Mi abuela ya perdió casi toda su visión, pero escucha. Lo único que mi abuela sabe sobre lo que pasó en su país el día de su cumpleaños es lo que ha oído en los noticieros nacionales.
El pasado 11 de julio mi abuela cumplió 91 años. Mientras los jóvenes de la familia hablábamos con ella desde distintas partes del mundo, miles de cubanos salían a las calles a protestar. Mi abuela ya perdió casi toda su visión, pero escucha. Lo único que mi abuela sabe sobre lo que pasó en su país el día de su cumpleaños es lo que ha oído en los noticieros nacionales.

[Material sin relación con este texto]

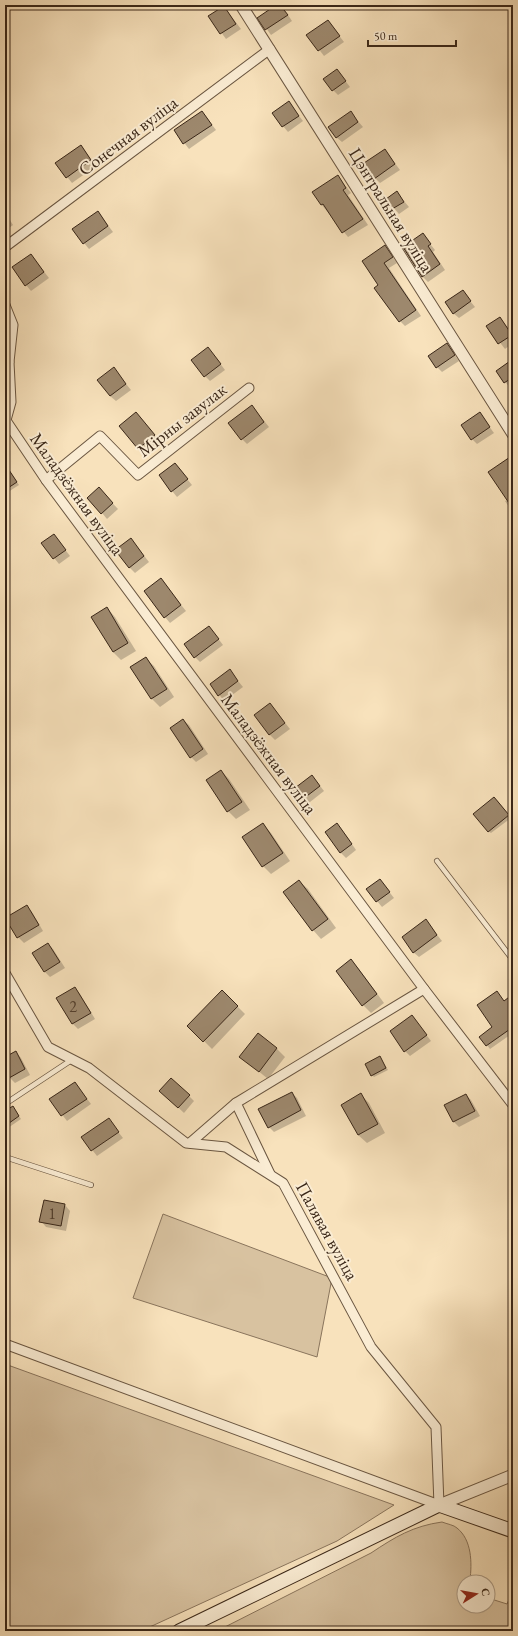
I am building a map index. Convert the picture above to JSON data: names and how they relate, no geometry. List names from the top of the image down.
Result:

He tenido el privilegio de poder seguir en comunicación con mi familia en Cuba a pesar del apagón digital que ha afectado a muchos. En una de nuestras interlocuciones ayer martes, mi abuela me preguntó por qué los manifestantes saqueaban tiendas en divisa y si habían liberado al primo de mi amiga que participó en las manifestaciones del domingo. Me quedé pensando en la primera pregunta, pero contesté la segunda. El primo de mi amiga seguía detenido por “desorden público”. Mi abuela me volvió a preguntar qué había hecho, si “ese muchacho no es un delincuente”.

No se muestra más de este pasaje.